#### [WHAT THIS TASK INVOLVES]
The answer must consist of each line below that contains the word "legend", copied in full.

#### [DATA SHOWN]
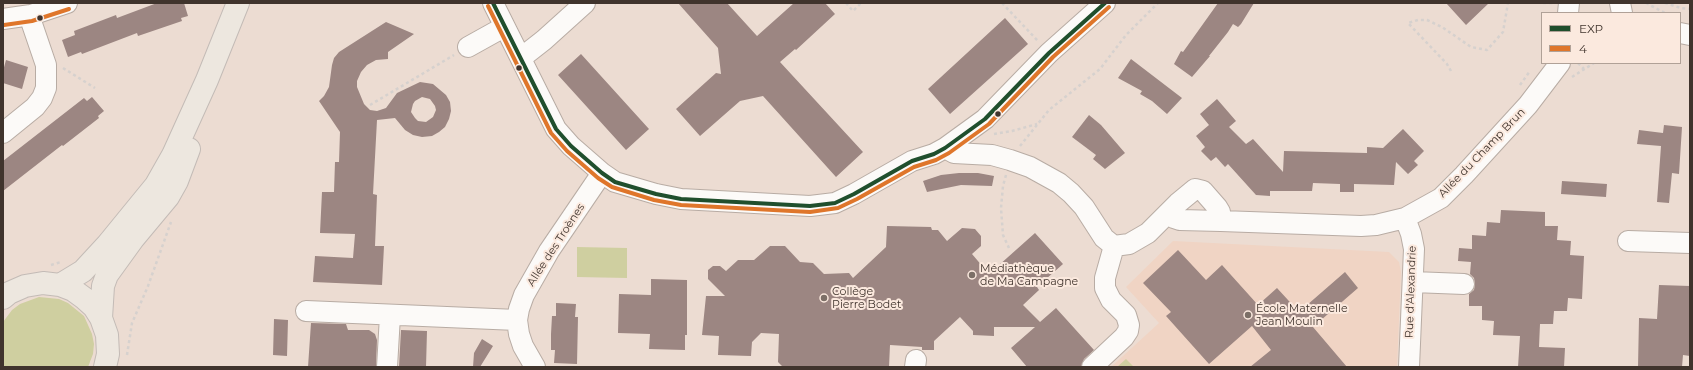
<!DOCTYPE html>
<meta charset="utf-8">
<style>
body{margin:0}
#map{position:relative;width:1693px;height:370px;overflow:hidden;background:#ecdcd2;font-family:Montserrat,sans-serif}
canvas{display:block}
.frame{position:absolute;inset:0;border:4px solid #40342d;pointer-events:none}
.legend{position:absolute;left:1541px;top:12px;width:140px;height:52px;box-sizing:border-box;background:#fbe9de;border:1px solid #b0a197;margin:0;padding:5px 7px;list-style:none;font-size:12px;color:#40342d}
.legend li{display:flex;align-items:center;gap:8px;height:20px}
.legend b{width:20px;border:1px solid #b0a197}
</style>
<div id="map">
<canvas width="1693" height="370"></canvas>
<div class="frame"></div>
<ul class="legend">
<li><b style="height:5px;background:#204f2d"></b>EXP</li>
<li><b style="height:5px;background:#df762b"></b>4</li>
</ul>
</div>
<script>
const context = document.querySelector('canvas').getContext('2d');
context.lineJoin = 'round';
function fillPath(path, color) { context.fillStyle = color; context.fill(path, 'evenodd'); }
const toPath = rows => new Path2D(rows.map(r => 'M' + r).join(''));
function stroke(path, color, width, dash) { context.strokeStyle = color; context.lineWidth = width; context.lineCap = dash ? 'butt' : 'round'; context.setLineDash(dash || []); context.stroke(path); }
function drawText(font, color, halo, rows, align = 'center') {
  context.font = font + ' Montserrat,sans-serif'; context.lineWidth = 4; context.setLineDash([]); context.textBaseline = 'middle'; context.strokeStyle = halo; context.fillStyle = color; for (const [text, x, y, turn = 0] of rows) {
    context.save(); context.translate(x, y); context.rotate((+turn || 0) * Math.PI / 180); context.textAlign = isNaN(turn) ? turn : align; if (halo) context.strokeText(text, 0, 0); context.fillText(text, 0, 0); context.restore();
  }
}
fillPath(toPath([
 [1173,241,1389,252,1399,262,1401,272,1397,367,1111,367,1159,323,1126,287]
]), '#f0d4c4');
fillPath(toPath([
 [577,247,627,248,627,278,577,277],
 [39,297,59,299,68,303,84,316,92,334,94,344,93,354,88,367,3,367,3,322,12,310,20,304],
 [1126,359,1134,367,1117,367]
]), '#cfcfa0');
fillPath(toPath([
 [157,3,184,3,188,16,181,18,182,21,138,36,137,33,82,54,81,52,68,57,62,40,75,35,74,31,116,15,117,18],
 [678,3,727,3,757,36,794,3,825,3,835,14,796,50,795,49,780,62,863,152,836,177,763,96,740,101,700,136,676,109,716,73,721,74,718,48],
 [1218,3,1254,3,1241,24,1238,27,1233,24,1228,32,1209,56,1210,56,1192,77,1174,64,1181,51,1183,52],
 [1446,3,1489,3,1466,25],
 [1005,18,1028,44,950,114,928,89],
 [386,22,414,34,388,52,388,59,376,60,367,65,361,72,357,81,357,87,364,104,370,110,377,111,386,108,397,93,420,82,433,84,446,95,450,102,451,111,449,119,445,127,439,132,432,136,422,137,413,135,405,130,395,118,377,120,373,194,377,195,375,246,384,246,382,285,313,282,315,256,353,258,355,234,320,233,322,192,334,192,335,162,339,162,340,132,319,101,324,96,329,87,332,65,334,58,339,52],
 [422,97,430,99,435,106,436,110,433,117,426,122,418,121,415,118,411,112,413,104,415,101],
 [581,54,649,129,626,150,558,75],
 [1131,59,1182,98,1167,114,1152,101,1140,94,1142,91,1118,78],
 [6,60,28,67,22,89,3,83,3,71],
 [92,97,104,111,98,116,99,118,63,146,62,145,3,191,3,161,84,98,87,101],
 [1217,99,1236,121,1229,127,1246,144,1253,139,1283,172,1284,151,1367,153,1367,147,1383,148,1403,129,1424,151,1414,161,1418,165,1408,174,1396,162,1394,185,1354,184,1354,192,1340,192,1340,184,1313,183,1312,191,1270,191,1270,196,1256,195,1228,164,1225,167,1216,157,1211,161,1201,151,1205,147,1196,136,1209,125,1200,114],
 [1089,115,1101,125,1125,153,1105,169,1093,159,1096,155,1072,137],
 [1664,125,1682,127,1679,174,1672,173,1669,203,1657,202,1661,146,1637,144,1639,130,1663,133],
 [959,173,978,173,994,176,992,186,961,185,927,192,923,181,941,175],
 [1562,181,1607,184,1606,197,1561,194],
 [1501,210,1545,212,1545,226,1558,226,1557,240,1571,241,1570,255,1584,256,1582,299,1568,298,1567,311,1554,311,1553,324,1540,324,1539,347,1565,348,1564,367,1518,367,1520,336,1493,335,1494,321,1482,320,1482,306,1469,306,1469,294,1474,290,1475,284,1474,278,1470,274,1471,262,1458,261,1459,248,1472,249,1472,235,1486,236,1487,222,1500,223],
 [887,226,931,227,932,230,938,230,947,241,962,228,975,229,981,236,981,246,972,254,989,274,1035,233,1063,264,1037,287,1039,290,1023,305,1040,322,1056,308,1094,350,1084,359,1081,367,1027,367,1011,348,1035,327,994,327,994,336,973,335,973,331,960,317,934,341,934,350,922,350,922,347,890,345,889,367,783,367,778,362,779,334,761,333,752,342,751,356,718,355,719,336,702,335,706,296,725,296,708,279,708,270,713,266,720,266,726,271,738,260,754,260,770,246,785,246,800,262,813,263,824,274,849,273,853,278,886,247],
 [1178,250,1206,280,1222,265,1258,305,1277,288,1299,312,1345,272,1358,288,1313,327,1347,367,1250,367,1271,350,1252,326,1209,364,1166,316,1171,312,1143,283],
 [651,279,687,280,687,335,685,335,685,350,649,349,650,334,618,333,619,294,651,295],
 [1659,285,1690,286,1690,356,1683,355,1682,367,1638,367,1639,318,1657,319],
 [556,303,576,304,575,317,578,317,577,364,554,363,555,350,551,350,551,334,552,316,556,316],
 [274,319,288,320,287,356,273,355],
 [311,323,346,324,348,330,369,330,375,334,377,340,376,367,308,367],
 [401,330,427,331,426,367,399,367],
 [482,339,493,346,480,367,473,367,474,353]
]), '#9c8682');
const minor = toPath([
 [493,3,556,129,571,146,602,173,615,182,656,194,681,199,810,206,835,203,854,194,912,161,934,154,945,148,985,119,1049,53,1105,3],
 [1620,3,1622,13],
 [1568,13,1569,3],
 [3,19,31,15,67,3],
 [1680,33,1690,35],
 [468,47,504,27],
 [521,58,544,40,585,3],
 [3,133,35,107,42,98,46,88,46,65,32,24,31,15],
 [945,148,954,153,992,155,1010,160,1030,167,1059,183,1071,193,1084,207,1104,238,1114,246,1105,278,1105,288,1111,300,1126,315,1129,325,1128,331,1124,337,1092,367],
 [1167,214,1174,218,1180,220,1221,221],
 [1405,218,1411,234,1414,249,1409,367],
 [1628,241,1690,243],
 [1114,246,1129,244,1148,233,1178,203,1195,189,1203,191,1217,207,1220,212,1221,221,1361,226,1376,225,1405,218,1441,198,1464,175,1528,105,1560,63],
 [1413,282,1464,284],
 [306,311,517,320],
 [387,367,390,316],
 [535,367,523,346,519,334,517,320,519,309,524,295,549,251,602,173],
 [915,367,916,360]
]);
const major = toPath([
 [60,285,83,271,107,245,156,185,173,155,207,80,238,3],
 [3,298,9,293,25,286,43,283,60,285,73,290,84,298,94,307,101,318,107,335,108,354,105,367],
 [101,318,103,286,107,275,133,239,168,197,177,181,189,149]
]);
stroke(minor, '#b8aca4', 22);
stroke(major, '#c3bbb6', 24);
stroke(toPath([
 [846,3,853,11,861,3],
 [1002,3,1038,41],
 [1543,3,1553,3],
 [1646,3,1665,13],
 [1665,3,1681,8,1690,9],
 [1578,63,1584,69],
 [63,68,95,88],
 [1451,71,1447,64,1408,23,1418,20,1427,20,1442,27,1471,47,1487,50,1503,32,1508,3],
 [1572,77,1594,63],
 [1520,85,1530,71],
 [370,105,454,55],
 [994,134,1012,131,1037,124],
 [1020,146,1049,110,1100,69,1126,35,1158,3],
 [1006,175,1003,186,1001,208,1003,235,1009,248],
 [51,265,61,262],
 [127,355,132,323,148,286,171,222]
]), '#d6d1ce', 2.5, [3, 3]);
stroke(minor, '#fcfaf8', 20);
stroke(major, '#ede7df', 22);
stroke(toPath([
 [493,3,556,129,571,146,602,173,615,182,656,194,681,199,810,206,835,203,854,194,912,161,934,154,945,148,985,119,1049,53,1105,3]
]), '#204f2d', 4);
stroke(toPath([
 [488,6,551,133,567,151,598,178,612,187,654,200,681,205,810,212,838,208,857,199,914,167,936,160,949,153,989,124,1053,57,1109,7],
 [4,25,32,21,69,9]
]), '#df762b', 4);
for (const [x, y, r, color] of [
 [40,18,3.5,"#40342d"],
 [519,68,3.5,"#40342d"],
 [998,114,3.5,"#40342d"],
 [972,275,4,"#7c6f67"],
 [824,298,4,"#7c6f67"],
 [1248,315,4,"#7c6f67"]
]) { const dot = new Path2D(); dot.arc(x, y, r, 0, 2 * Math.PI); context.fillStyle = color; context.fill(dot); stroke(dot, '#fbe9de', 1.5); }
drawText('11px', '#40342d', '#fbe9de', [
 ["Allée du Champ Brun",1482,153,-46],
 ["Allée des Troènes",556,245,-57],
 ["Rue d'Alexandrie",1411,292,-88]
]);
drawText('11px', '#40342d', '#fbe9de', [
 ["Médiathèque",980,269],
 ["de Ma Campagne",980,282],
 ["Collège",832,292],
 ["Pierre Bodet",832,305],
 ["École Maternelle",1256,309],
 ["Jean Moulin",1256,322]
], 'left');
</script>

#### [PROBLEM SOLUTION]
.legend{position:absolute;left:1541px;top:12px;width:140px;height:52px;box-sizing:border-box;background:#fbe9de;border:1px solid #b0a197;margin:0;padding:5px 7px;list-style:none;font-size:12px;color:#40342d}
.legend li{display:flex;align-items:center;gap:8px;height:20px}
.legend b{width:20px;border:1px solid #b0a197}
<ul class="legend">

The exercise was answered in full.